パク・イェジン記者 | 2026.04.23

▲ 若者の起業・居住空間造成事業であるドリームアップバレー事業用地。
▲ 若者の起業・居住空間造成事業「ドリームアップバレー」用地。 /インチョン日報DB

9年間にわたり停滞してきた若者の起業・住居複合施設整備事業、ドリームアップバレーの用地にインチョン芸術人会館が建設される見通しだ。

22日、インチョン市によると、用地活用方針の変更に伴い、ドリームアップバレーの起業機能は西区石南洞の亀基地内の空間に移転する予定だ。2027年末の竣工を目指して工事が進められている。

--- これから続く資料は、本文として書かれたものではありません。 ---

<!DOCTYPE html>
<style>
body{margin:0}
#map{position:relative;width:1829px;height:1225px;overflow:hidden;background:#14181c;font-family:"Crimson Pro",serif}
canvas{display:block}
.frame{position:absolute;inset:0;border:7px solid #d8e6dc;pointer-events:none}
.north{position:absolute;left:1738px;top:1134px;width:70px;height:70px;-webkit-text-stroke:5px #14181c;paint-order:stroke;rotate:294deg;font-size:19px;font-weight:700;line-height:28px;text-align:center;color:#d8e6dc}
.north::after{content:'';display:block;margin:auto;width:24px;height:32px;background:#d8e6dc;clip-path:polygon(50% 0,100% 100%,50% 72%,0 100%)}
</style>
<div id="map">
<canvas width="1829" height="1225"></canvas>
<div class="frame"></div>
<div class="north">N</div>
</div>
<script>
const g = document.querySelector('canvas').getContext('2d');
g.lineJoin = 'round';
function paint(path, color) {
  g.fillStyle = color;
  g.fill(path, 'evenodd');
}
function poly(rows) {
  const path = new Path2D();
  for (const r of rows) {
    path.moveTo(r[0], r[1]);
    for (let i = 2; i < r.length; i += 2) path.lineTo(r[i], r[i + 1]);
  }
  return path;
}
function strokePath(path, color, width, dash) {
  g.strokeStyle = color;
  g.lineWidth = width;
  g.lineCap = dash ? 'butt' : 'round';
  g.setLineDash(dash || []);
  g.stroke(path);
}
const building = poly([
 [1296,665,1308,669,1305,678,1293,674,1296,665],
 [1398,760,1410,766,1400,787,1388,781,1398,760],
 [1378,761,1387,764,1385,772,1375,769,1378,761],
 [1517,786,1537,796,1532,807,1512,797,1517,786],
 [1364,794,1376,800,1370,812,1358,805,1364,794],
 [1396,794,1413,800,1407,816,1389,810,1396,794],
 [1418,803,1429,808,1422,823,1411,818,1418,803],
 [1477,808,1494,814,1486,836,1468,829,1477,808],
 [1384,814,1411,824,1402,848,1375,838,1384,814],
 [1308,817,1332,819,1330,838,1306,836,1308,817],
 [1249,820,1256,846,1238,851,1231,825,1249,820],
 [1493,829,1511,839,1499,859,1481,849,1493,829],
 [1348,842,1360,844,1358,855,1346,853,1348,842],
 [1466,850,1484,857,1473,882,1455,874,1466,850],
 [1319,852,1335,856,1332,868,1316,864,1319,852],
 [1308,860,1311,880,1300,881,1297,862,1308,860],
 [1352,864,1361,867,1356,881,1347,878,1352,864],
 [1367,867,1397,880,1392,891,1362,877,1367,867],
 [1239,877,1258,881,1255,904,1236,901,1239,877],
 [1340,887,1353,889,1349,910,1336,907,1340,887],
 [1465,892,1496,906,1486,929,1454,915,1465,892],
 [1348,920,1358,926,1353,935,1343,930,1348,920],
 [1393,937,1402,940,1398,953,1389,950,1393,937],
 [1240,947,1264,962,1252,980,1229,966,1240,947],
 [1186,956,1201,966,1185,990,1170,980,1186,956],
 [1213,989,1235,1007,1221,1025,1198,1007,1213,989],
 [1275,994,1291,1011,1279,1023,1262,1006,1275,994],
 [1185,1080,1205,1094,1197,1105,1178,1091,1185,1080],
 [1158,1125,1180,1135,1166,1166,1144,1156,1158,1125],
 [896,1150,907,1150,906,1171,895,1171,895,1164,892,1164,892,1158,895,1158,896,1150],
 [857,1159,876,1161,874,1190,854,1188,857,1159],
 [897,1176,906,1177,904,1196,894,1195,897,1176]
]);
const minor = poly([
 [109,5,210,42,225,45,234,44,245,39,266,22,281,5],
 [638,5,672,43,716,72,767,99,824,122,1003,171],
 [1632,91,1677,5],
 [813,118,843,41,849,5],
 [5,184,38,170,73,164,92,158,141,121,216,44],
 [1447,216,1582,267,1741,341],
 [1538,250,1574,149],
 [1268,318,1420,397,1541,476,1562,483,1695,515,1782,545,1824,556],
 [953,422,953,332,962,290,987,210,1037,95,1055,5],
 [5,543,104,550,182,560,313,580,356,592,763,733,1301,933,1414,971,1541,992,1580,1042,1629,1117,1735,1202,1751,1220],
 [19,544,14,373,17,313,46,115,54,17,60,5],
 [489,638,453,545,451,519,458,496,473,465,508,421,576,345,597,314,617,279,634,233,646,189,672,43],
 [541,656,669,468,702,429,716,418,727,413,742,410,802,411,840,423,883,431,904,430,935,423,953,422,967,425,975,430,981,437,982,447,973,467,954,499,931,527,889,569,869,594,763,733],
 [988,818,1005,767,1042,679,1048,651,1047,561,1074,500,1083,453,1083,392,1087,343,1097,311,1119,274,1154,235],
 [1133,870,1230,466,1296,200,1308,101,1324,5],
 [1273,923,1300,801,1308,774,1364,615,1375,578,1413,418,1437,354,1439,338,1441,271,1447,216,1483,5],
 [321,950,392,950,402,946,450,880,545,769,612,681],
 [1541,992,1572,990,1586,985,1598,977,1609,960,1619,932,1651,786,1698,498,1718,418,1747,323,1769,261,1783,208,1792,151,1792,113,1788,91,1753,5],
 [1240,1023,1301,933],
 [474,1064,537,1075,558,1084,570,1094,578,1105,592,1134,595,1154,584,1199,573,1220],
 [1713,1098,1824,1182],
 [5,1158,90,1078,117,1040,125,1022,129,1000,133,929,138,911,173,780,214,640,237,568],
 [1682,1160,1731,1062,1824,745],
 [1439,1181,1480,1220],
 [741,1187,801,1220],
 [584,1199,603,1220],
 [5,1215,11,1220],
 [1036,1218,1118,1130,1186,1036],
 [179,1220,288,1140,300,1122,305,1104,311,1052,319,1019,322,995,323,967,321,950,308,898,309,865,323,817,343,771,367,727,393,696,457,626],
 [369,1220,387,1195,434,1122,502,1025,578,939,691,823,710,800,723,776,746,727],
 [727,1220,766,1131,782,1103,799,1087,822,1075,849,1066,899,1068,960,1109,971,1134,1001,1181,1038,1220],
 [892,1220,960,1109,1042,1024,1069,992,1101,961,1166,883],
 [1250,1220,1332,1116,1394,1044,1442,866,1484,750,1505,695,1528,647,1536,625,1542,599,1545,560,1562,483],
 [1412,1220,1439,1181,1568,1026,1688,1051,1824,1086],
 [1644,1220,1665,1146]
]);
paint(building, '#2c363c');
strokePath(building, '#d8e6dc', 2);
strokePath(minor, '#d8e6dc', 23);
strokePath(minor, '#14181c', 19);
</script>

2017年に始まったドリームアップバレー造成事業は、ミチュホル区用現洞664の3一帯に若者の起業と住宅を組み合わせた複合施設として推進されてきたが、事業過程で様々な変数に直面し長期にわたり遅延してきた。

2020年と2021年の2回にわたり、絶滅危惧野生生物2級のメンゴンイの生息地が確認され、2022年には汚染土も見つかり事業が停滞した。

さらに、若者向け賃貸住宅の建設計画が伝わると近隣住民の反発も続いた。メンゴンイは2023年に代替生息地であるインチョン大公園へ移され、現在も生息状況のモニタリングが行われている。

市の担当者は「ドリームアップバレー事業は推進過程で時間がかかり、推進力が弱まっていた」とし、「近隣住民からの苦情や事業遅延に伴う費用増などを考慮すると、現実的に推進は困難だという内部判断があった」と述べた。

▲ インチョン芸術人会館の完成イメージ図。
▲ インチョン芸術人会館の完成イメージ図。 /提供=インチョン市 

これを受け市は該当用地について汚染土の浄化作業を実施した上で、民選8期の市民提案公約であるインチョン芸術人会館の建設を進める計画だ。

市は今年の追加補正予算で浄化予算を確保し、設計を経て2027年に浄化作業に着手し年内に完了させる予定だ。浄化費用は30億〜40億ウォン程度と見積もられている(約3億〜4億円)。

あわせて市は今年下半期に「インチョン芸術人会館建設の妥当性調査及び基本構想業務」を進め、2027年に行政安全部の妥当性調査、2028年に地方財政中央投資審査を経て事業を本格化させる。竣工目標は2034年だ。

インチョン芸術人会館には総事業費747億ウォン(約74億7000万円)が投じられ、地下2階〜地上5階、延床面積約1万500㎡規模で整備される。公演場や展示室、練習室、作業工房、事務スペースなどを備えた複合文化施設として、芸術家の創作活動支援と市民の文化享受の場として活用される予定だ。

市担当者は「地域の芸術家たちの長年の悲願であるインチョン芸術人会館は、老朽化したスボン文化会館を代替し、芸術家たちの創作基盤を強化する契機になるだろう」と述べた。